### Your instructions
Could you copy each line of the listing that holds "arrow"?
START Data extract
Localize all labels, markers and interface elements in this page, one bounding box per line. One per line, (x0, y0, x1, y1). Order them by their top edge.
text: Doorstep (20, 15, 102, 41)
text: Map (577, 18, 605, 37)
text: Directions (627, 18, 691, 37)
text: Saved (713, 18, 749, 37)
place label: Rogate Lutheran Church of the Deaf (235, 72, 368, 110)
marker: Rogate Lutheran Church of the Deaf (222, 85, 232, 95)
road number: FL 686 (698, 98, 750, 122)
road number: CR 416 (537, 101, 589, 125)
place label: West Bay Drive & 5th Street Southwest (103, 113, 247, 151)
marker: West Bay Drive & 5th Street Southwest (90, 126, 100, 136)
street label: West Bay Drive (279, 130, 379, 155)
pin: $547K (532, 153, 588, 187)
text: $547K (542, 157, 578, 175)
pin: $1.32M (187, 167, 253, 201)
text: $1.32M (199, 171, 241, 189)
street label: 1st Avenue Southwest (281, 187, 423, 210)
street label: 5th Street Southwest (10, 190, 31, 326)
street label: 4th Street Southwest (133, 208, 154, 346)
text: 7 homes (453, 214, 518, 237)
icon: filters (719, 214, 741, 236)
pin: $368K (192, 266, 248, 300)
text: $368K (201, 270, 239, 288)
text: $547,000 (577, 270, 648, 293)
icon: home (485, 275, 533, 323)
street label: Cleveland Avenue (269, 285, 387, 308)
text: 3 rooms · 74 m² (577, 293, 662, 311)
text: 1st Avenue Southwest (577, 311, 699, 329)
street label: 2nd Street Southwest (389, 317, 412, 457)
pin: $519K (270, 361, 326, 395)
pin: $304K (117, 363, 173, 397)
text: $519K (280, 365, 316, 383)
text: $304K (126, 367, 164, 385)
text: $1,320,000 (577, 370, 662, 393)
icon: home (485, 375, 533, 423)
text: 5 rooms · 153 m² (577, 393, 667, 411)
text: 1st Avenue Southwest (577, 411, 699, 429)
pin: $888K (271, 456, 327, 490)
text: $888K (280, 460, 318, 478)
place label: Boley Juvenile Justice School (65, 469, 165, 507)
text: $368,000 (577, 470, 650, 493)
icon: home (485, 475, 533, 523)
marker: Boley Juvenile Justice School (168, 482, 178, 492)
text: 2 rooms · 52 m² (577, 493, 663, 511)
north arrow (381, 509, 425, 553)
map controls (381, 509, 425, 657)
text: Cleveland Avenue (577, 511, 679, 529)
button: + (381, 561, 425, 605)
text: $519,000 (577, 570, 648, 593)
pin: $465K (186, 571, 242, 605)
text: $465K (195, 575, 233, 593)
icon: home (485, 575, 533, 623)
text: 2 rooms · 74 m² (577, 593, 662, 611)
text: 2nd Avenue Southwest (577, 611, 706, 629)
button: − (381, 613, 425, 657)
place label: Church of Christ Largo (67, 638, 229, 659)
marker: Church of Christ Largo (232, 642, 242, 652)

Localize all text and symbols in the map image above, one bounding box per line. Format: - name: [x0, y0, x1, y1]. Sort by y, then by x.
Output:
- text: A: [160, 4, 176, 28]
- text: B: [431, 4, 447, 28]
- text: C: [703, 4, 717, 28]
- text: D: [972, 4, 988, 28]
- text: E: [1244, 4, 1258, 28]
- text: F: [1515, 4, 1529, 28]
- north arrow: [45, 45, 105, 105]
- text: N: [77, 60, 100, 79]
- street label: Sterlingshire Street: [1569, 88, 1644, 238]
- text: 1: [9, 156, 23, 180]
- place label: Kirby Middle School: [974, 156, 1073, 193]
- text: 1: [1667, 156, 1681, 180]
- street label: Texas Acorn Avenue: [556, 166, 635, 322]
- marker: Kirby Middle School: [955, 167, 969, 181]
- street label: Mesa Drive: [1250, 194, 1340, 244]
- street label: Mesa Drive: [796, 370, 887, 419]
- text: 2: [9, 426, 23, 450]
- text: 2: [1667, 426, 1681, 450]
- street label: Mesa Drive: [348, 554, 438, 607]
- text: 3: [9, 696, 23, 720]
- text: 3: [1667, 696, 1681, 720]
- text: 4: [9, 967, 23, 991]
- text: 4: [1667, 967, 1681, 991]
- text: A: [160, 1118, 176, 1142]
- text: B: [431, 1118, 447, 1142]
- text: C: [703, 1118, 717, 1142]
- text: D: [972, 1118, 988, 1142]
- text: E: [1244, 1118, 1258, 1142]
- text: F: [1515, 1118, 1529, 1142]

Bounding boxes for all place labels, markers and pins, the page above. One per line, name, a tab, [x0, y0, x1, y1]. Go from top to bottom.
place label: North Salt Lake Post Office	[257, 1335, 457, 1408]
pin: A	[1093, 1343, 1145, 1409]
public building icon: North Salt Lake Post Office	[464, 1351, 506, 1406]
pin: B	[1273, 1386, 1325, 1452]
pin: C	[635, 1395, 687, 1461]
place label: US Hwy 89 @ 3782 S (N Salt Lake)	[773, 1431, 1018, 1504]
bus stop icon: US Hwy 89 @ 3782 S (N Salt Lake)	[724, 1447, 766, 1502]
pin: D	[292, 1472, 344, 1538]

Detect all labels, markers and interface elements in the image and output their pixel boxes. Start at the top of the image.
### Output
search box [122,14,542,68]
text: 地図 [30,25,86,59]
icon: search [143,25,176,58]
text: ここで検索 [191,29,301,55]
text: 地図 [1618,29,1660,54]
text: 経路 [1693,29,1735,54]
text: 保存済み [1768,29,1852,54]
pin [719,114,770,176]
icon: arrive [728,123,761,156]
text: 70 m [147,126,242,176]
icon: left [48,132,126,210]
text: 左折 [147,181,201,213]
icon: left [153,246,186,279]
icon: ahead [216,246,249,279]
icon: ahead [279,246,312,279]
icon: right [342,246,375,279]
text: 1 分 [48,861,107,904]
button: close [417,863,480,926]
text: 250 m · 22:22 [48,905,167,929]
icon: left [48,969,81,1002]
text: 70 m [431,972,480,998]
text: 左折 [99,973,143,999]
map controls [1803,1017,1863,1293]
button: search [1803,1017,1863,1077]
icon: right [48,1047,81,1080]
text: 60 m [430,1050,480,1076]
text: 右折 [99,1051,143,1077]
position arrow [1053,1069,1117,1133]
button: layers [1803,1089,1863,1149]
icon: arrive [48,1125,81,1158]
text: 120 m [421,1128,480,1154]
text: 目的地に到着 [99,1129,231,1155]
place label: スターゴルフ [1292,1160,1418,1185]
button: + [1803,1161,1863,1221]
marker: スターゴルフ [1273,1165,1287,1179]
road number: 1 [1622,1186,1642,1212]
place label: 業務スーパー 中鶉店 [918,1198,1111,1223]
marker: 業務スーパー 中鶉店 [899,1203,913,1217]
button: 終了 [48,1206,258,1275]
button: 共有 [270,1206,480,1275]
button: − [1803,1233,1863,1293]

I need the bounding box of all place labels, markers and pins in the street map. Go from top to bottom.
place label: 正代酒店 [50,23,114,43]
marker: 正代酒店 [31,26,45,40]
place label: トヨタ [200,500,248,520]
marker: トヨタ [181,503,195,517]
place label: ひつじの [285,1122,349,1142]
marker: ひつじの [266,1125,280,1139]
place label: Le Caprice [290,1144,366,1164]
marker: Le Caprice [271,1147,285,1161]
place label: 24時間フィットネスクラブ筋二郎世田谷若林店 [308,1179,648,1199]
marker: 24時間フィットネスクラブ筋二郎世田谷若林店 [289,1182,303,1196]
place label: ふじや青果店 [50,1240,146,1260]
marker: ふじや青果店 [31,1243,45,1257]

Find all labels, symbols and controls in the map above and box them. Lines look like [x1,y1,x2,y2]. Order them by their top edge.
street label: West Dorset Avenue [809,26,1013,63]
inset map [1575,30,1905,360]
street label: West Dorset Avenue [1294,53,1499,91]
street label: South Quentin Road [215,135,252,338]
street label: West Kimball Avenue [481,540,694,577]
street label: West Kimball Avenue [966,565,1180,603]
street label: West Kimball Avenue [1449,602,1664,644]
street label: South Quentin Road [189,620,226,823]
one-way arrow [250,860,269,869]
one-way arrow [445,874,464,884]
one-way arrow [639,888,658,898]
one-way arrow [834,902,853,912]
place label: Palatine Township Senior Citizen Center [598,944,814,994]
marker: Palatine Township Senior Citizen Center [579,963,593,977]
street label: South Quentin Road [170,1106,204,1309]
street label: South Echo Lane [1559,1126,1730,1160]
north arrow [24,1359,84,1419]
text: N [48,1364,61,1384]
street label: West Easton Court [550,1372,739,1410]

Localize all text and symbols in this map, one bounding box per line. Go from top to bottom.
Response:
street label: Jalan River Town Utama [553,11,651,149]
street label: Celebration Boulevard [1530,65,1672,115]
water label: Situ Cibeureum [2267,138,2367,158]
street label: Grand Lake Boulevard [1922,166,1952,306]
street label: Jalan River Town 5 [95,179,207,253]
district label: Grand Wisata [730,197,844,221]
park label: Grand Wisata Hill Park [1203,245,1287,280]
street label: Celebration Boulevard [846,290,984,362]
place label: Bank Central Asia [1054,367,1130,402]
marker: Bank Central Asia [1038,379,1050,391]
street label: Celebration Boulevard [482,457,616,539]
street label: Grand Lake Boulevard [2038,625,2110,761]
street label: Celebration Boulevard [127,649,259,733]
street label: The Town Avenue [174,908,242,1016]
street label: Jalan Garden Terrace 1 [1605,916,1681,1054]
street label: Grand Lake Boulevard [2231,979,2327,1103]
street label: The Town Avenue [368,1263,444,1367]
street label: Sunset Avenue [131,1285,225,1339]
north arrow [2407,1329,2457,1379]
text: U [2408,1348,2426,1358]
END Data extract
### Response to this exercise
north arrow (381, 509, 425, 553)
- north arrow: [45, 45, 105, 105]
position arrow [1053,1069,1117,1133]
one-way arrow [250,860,269,869]
one-way arrow [445,874,464,884]
one-way arrow [639,888,658,898]
one-way arrow [834,902,853,912]
north arrow [24,1359,84,1419]
north arrow [2407,1329,2457,1379]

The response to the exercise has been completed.